(Records supplied):
════
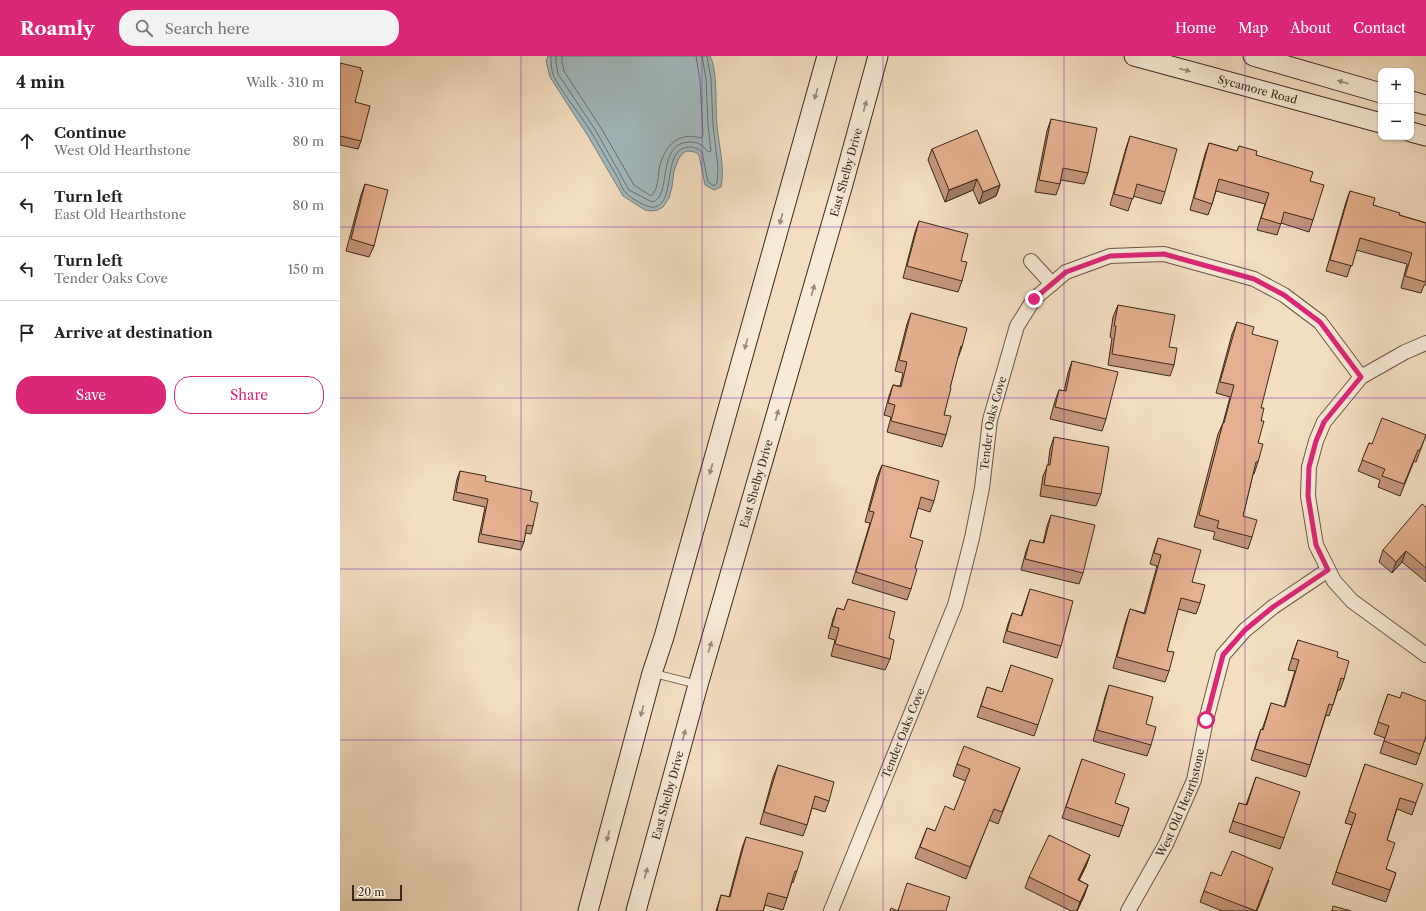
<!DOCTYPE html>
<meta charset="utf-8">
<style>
:root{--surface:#fff;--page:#f2f2f2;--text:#222;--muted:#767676;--line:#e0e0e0;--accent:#db2777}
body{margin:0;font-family:"Libre Caslon Text",serif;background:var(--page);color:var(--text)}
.controls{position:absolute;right:12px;top:12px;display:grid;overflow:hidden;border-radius:8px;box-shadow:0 1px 3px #0004}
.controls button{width:36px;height:36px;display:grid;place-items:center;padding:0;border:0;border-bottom:1px solid var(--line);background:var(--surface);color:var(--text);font:20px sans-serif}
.scale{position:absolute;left:12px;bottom:10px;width:50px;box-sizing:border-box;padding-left:4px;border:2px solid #3c281a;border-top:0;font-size:11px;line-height:14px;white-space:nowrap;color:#3c281a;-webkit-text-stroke:3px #f7ead6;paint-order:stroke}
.stop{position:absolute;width:12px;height:12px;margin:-9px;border:3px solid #db2777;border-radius:50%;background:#fff}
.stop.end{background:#db2777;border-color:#fff;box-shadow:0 1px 4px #0008}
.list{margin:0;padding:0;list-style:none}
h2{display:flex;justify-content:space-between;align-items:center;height:52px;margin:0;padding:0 16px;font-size:17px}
h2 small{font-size:13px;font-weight:400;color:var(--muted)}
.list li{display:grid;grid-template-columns:26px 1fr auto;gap:12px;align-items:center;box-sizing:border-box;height:64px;padding:0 16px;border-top:1px solid var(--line)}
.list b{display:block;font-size:15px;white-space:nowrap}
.list p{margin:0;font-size:13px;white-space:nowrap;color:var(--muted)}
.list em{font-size:13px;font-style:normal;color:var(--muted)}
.actions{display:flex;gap:8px;padding:12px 16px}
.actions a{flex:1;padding:9px 0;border:1px solid var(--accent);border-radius:16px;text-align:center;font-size:14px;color:var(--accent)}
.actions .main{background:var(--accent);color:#fff}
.icon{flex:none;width:22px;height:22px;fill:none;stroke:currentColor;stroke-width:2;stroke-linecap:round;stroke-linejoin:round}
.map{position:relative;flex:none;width:1086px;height:855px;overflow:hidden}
header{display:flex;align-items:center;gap:24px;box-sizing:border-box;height:56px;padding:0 20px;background:var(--accent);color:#fff}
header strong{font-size:19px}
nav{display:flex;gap:22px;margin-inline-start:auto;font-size:14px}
.search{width:280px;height:36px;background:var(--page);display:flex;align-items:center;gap:10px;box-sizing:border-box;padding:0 14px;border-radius:16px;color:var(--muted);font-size:15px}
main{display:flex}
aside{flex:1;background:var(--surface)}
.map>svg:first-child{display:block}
.water{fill:#a1b9be;stroke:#797f7c}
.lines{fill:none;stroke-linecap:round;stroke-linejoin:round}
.shore{stroke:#6e706c;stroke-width:1}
.lane-casing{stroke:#6a5644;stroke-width:9}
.street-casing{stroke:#6a5644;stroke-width:16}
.secondary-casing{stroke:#3c281a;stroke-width:21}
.lane{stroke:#f7ead6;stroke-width:7}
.street{stroke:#f7ead6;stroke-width:14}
.secondary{stroke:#f7ead6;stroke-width:19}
.wall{fill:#c4977b;stroke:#3c281a}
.shaded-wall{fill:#a07b64;stroke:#3c281a}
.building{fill:#e4b08f;stroke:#3c281a}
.oneway{fill:#9a8978}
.route{stroke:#db2777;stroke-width:5}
.grid{fill:none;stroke:#7b2cbf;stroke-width:1;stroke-opacity:0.55}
.labels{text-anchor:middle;stroke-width:3;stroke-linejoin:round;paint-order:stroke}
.street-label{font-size:11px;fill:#3c281a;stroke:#f7ead6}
</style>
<header>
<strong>Roamly</strong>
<div class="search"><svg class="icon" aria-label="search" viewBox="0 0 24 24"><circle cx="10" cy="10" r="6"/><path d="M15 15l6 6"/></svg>Search here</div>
<nav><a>Home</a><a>Map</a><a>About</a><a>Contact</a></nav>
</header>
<main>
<aside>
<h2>4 min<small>Walk · 310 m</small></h2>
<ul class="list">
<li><svg class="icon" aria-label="ahead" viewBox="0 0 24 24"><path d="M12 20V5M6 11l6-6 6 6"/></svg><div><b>Continue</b><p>West Old Hearthstone</p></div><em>80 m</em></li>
<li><svg class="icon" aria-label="left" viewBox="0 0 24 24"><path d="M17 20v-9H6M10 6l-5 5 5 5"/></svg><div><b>Turn left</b><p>East Old Hearthstone</p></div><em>80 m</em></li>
<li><svg class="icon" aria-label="left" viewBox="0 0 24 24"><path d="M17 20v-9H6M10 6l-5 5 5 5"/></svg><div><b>Turn left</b><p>Tender Oaks Cove</p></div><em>150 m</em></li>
<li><svg class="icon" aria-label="arrive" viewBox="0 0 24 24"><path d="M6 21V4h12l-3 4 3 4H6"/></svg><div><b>Arrive at destination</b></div></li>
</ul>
<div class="actions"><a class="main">Save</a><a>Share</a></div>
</aside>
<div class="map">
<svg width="1086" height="855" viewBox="0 0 1086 855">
<rect width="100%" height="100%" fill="#f3dec0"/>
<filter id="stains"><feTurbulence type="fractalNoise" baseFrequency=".005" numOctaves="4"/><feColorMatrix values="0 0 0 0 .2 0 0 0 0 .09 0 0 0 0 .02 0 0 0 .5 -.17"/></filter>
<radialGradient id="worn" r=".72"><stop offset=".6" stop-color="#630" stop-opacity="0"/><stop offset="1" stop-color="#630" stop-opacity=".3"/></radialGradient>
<path class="water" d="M208,0H370C378,14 375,53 377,70C379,90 385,112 381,131L374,134L365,129L359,99L355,96L347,95L343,97L339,102L334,115L332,131L329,142L323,151L318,154L311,155L305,154L283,140L248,80L210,21L206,5Z"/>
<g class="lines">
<g class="shore">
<path d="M211,0C211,6 211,14 214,21C225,41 241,59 253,79C262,94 270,109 279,124C281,128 282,134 286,137C290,142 309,153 315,151C337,145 321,94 348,91C354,91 357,92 362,96L368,126L374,130L377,127L378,112L373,69L371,23L367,0"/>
<path d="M216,0V6L218,18L256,75L289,134L312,146C333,142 315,86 350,86C358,86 363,89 368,96L371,95L368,69L366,23L362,0"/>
<path d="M222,0V6L224,15L261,72L294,129L311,140C318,134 318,122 319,113C324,91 337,75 361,82L363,80L360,24L356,0"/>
</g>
<defs>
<polyline id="lane" points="312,617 356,628"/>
<g id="street">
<polyline points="691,205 712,228"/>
<polyline points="1086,287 1065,296 1021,321 984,366 976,385 969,411 968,440 976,489 994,525 1012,545 1086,599"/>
<path id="s1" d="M491,855L615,549L632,482L642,432L650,364L677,270L694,243L726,216L770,200L824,198L914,223L944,239L980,266L1021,321"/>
<path id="s2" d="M788,855L826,788L854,724L866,664L883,599L905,574L933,551L988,514"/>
</g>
<g id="secondary">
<path id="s3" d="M794,0L1041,67"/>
<polyline points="913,0 1041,37"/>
<polyline points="1071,45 1086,49"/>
<polyline points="1071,76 1086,80"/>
<polyline points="248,855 312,617 324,581 487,0"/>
<path id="s4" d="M296,855L358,629L503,128L538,0"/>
</g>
</defs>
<use href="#lane" class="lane-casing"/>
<use href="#street" class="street-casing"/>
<use href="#secondary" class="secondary-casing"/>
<use href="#lane" class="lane"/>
<use href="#street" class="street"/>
<use href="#secondary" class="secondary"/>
</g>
<g class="wall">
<polygon points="0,7 15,46 21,85 18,93 0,89"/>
<polygon points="711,63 748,117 744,128 721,124 720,128 716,139 695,136 707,75"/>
<polygon points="790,80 825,136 821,148 793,140 788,155 770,149 786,92"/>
<polygon points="869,87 897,95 899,90 916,99 970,125 973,164 969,176 941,167 937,179 917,174 925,148 876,135 872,148 868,159 850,154 865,98"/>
<polygon points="592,93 660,129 656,140 639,148 633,134 605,146 588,104"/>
<polygon points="25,128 34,190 29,201 6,195 21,139"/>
<polygon points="1010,135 1033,149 1059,159 1086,167 1086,229 1084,229 1081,237 1061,232 1067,208 1016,194 1007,221 986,215 1006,146"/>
<polygon points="579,165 621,205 622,225 618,236 563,222 575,176"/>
<polygon points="778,249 829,291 834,309 830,320 768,309 772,282 770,281 773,261"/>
<polygon points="571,257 622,291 618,302 617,302 610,332 604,359 606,379 602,391 547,376 551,361 544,359 549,340 553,329 560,330 563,317 555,315 567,268"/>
<polygon points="897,266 912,278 921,352 921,365 918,387 918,406 914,418 913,418 903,460 912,481 908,493 873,483 875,476 854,471 878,378 883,367 890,341 876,337 892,278"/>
<polygon points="732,305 766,363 762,375 710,363 715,345 719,334 724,335 728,317"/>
<polygon points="1086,379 1076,406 1074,405 1060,440 1038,431 1040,424 1018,415 1029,387 1032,388"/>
<polygon points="714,381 761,438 756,450 700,440 703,420 708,409 710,393"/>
<polygon points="542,409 594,445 590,456 578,452 570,481 575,512 571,533 567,544 512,527 530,467 525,466 537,421"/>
<polygon points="120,415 145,425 190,445 193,470 191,478 185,477 184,486 181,494 138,486 145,451 113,444 117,423"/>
<polygon points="1086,451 1086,526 1062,506 1052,517 1039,506 1043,494"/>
<polygon points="711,459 743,517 739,528 681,514 686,495 690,484 703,487 707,470"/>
<polygon points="818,482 852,526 860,547 856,558 838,553 827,595 829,615 825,626 773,612 786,565 790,553 804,557 817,510 810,508 814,494"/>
<polygon points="690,533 721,590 717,602 663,586 668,568 672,557 681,560"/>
<polygon points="508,543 549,582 550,603 545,614 491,600 495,584 488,582 493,563 497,552 504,554"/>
<polygon points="958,584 997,601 1004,623 1000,634 998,634 989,660 986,659 970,709 966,721 911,704 917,684 921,673 922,674 931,647 944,651 955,615 948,614 954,595"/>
<polygon points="671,609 698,669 694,680 637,661 647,631 662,636"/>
<polygon points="769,629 806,668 811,689 807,700 753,685 765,641"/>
<polygon points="1048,638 1086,680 1076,709 1040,697 1045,682 1034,678"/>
<polygon points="742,703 775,747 789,752 779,781 722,762"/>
<polygon points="617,708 680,712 658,768 649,764 626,823 575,802 587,772 595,775 614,754 626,725 613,720"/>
<polygon points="1025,708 1076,747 1072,759 1057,753 1047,784 1046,813 1056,817 1046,846 992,828 1012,769 1005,767"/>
<polygon points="438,709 489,745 485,756 472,752 467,769 463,780 420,768 433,721"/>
<polygon points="916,721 944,782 940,793 889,776 899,747 906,749"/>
<polygon points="406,781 457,815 453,827 452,826 447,842 443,854 425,849 423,855 376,855 381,839 389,841 402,792"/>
<polygon points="750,799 746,810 739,824 748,829 744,840 737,855 731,855 685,832 689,821"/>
<polygon points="929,824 917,855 882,855 860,846 864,835"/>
</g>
<g class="shaded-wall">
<polygon points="637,123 633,134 605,146 609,134"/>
<polygon points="660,129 656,140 639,148 643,136"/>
<polygon points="1066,495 1062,506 1052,517 1056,506"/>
<polygon points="750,799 746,810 734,835 738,824"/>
<polygon points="748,829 744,840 737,855 740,846"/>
</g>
<g class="building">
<polygon points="0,7 21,12 20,14 23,15 15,46 30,50 21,85 0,80"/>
<polygon points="711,63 757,72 748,117 723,112 720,128 699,124"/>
<polygon points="637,74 660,129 643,136 637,123 609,134 592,93"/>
<polygon points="790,80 837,93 825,136 797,128 793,143 774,138"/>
<polygon points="869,87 897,95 899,90 917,95 916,99 973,116 970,125 984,129 973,164 944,156 941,168 921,162 929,137 879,123 872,148 854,142"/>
<polygon points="25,128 48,134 34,190 11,183"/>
<polygon points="1010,135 1035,142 1033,149 1060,157 1059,159 1086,167 1086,224 1085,226 1065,220 1072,197 1020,182 1012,210 990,204"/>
<polygon points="579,165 628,178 621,205 627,206 622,225 567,210"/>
<polygon points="778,249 835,259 829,291 837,292 834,309 772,298 776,270 774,270"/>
<polygon points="571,257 627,272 622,291 621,290 610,332 611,332 604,359 611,360 606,379 551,365 555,349 548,347 553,329 561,331 567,306 559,304"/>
<polygon points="897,266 914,271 912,278 938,285 921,352 924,352 921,365 924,365 918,387 923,388 918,406 916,406 903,460 917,464 912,481 877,472 879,465 859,459 883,367 884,367 894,329 880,326"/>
<polygon points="732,305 778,316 766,363 715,351 719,334 726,335"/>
<polygon points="1042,362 1086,379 1080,394 1078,394 1064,428 1042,420 1045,413 1022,404 1029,387 1032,388"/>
<polygon points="714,381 769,391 761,438 704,429 707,409 710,409"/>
<polygon points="542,409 599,425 594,445 581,441 570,481 583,485 575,512 577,513 571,533 516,516 534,456 529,455"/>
<polygon points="120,415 146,420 145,425 192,435 190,445 198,447 193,470 187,469 184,486 141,478 148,443 116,436"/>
<polygon points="1082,448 1086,451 1086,512 1066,495 1056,506 1043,494"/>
<polygon points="711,459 755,469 743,517 685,503 690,484 704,487"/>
<polygon points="818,482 861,494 852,526 865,529 860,547 841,542 827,595 834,596 829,615 777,601 790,553 805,558 821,499 814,497"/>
<polygon points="690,533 733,545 721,590 667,575 672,557 682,560"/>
<polygon points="508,543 555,556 549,582 554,584 550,603 495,588 499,572 492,570 497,552 504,554"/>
<polygon points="958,584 998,596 997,601 1009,605 1004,623 1001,622 993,649 989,648 970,709 915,693 921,673 923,674 931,647 945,651 959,604 952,602"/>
<polygon points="671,609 713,623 698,669 641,650 647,631 662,636"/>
<polygon points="769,629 813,641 806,668 816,671 811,689 757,674"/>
<polygon points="1062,636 1086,645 1086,680 1080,698 1044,685 1049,670 1038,666 1048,638 1060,642"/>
<polygon points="624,690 680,712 662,756 654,753 630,811 580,791 587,772 595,775 605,750 614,754 630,713 617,708"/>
<polygon points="742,703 785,718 775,747 789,752 783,770 726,751"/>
<polygon points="1025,708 1083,728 1076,747 1060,742 1047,784 1055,787 1046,813 1056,817 1050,834 996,816 1016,758 1009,755"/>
<polygon points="438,709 494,726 489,745 475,740 467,769 424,756"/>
<polygon points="916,721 960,736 944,782 893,765 899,747 907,749"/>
<polygon points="709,779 750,799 738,824 748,829 740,846 689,821"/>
<polygon points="406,781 463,796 457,815 455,815 447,842 428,837 423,855 377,855 381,839 390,841"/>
<polygon points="892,795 933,812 916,855 864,835 871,816 881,820"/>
<polygon points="567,827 610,841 606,855 550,855 551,852 558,855"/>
<polygon points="993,850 1011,855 992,855"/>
</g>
<defs><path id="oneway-solid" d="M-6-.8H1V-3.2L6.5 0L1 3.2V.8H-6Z"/></defs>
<g class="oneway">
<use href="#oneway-solid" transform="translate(845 14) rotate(15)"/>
<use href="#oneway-solid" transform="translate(1003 26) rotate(-164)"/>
<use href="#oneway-solid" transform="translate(476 38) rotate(106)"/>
<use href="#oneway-solid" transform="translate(525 50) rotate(-75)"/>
<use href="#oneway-solid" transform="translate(441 163) rotate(106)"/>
<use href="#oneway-solid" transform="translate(473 234) rotate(-74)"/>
<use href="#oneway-solid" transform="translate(406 288) rotate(106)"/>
<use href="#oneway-solid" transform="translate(437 359) rotate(-74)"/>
<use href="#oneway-solid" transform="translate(371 413) rotate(106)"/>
<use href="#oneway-solid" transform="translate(370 591) rotate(-73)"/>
<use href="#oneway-solid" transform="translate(302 655) rotate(105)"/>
<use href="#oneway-solid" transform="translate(344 679) rotate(-75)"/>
<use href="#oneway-solid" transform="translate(268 780) rotate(105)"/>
<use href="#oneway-solid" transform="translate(306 817) rotate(-75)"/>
</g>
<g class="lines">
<polyline class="route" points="694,243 726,216 770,200 824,198 914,223 944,239 980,266 1021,321 984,366 976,385 969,411 968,440 976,489 988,514 933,551 905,574 883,599 866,664"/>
</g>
<path class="grid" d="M181,0V855M362,0V855M543,0V855M724,0V855M905,0V855M0,171H1086M0,342H1086M0,513H1086M0,684H1086"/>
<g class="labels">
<g class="street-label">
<text dy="4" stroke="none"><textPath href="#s3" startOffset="128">Sycamore Road</textPath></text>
<text dy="4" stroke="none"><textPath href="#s4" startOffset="768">East Shelby Drive</textPath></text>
<text dy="4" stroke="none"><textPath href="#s1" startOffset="516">Tender Oaks Cove</textPath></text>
<text dy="4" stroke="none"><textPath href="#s4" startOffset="444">East Shelby Drive</textPath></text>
<text dy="4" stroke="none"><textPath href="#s1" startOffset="192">Tender Oaks Cove</textPath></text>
<text dy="4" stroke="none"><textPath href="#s4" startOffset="120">East Shelby Drive</textPath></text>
<text dy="4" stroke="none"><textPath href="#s2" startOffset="121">West Old Hearthstone</textPath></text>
</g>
</g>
<rect width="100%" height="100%" filter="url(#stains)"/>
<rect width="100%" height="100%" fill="url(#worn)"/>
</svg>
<div class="controls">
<button>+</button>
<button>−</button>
</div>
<div class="scale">20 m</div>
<div class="stop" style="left:866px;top:664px"></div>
<div class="stop end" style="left:694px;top:243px"></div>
</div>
</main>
════
(Problem statement): Look through the entries for the string "list". Every line that has it belongs in the answer.

(Response to the task):
.list{margin:0;padding:0;list-style:none}
.list li{display:grid;grid-template-columns:26px 1fr auto;gap:12px;align-items:center;box-sizing:border-box;height:64px;padding:0 16px;border-top:1px solid var(--line)}
.list b{display:block;font-size:15px;white-space:nowrap}
.list p{margin:0;font-size:13px;white-space:nowrap;color:var(--muted)}
.list em{font-size:13px;font-style:normal;color:var(--muted)}
<ul class="list">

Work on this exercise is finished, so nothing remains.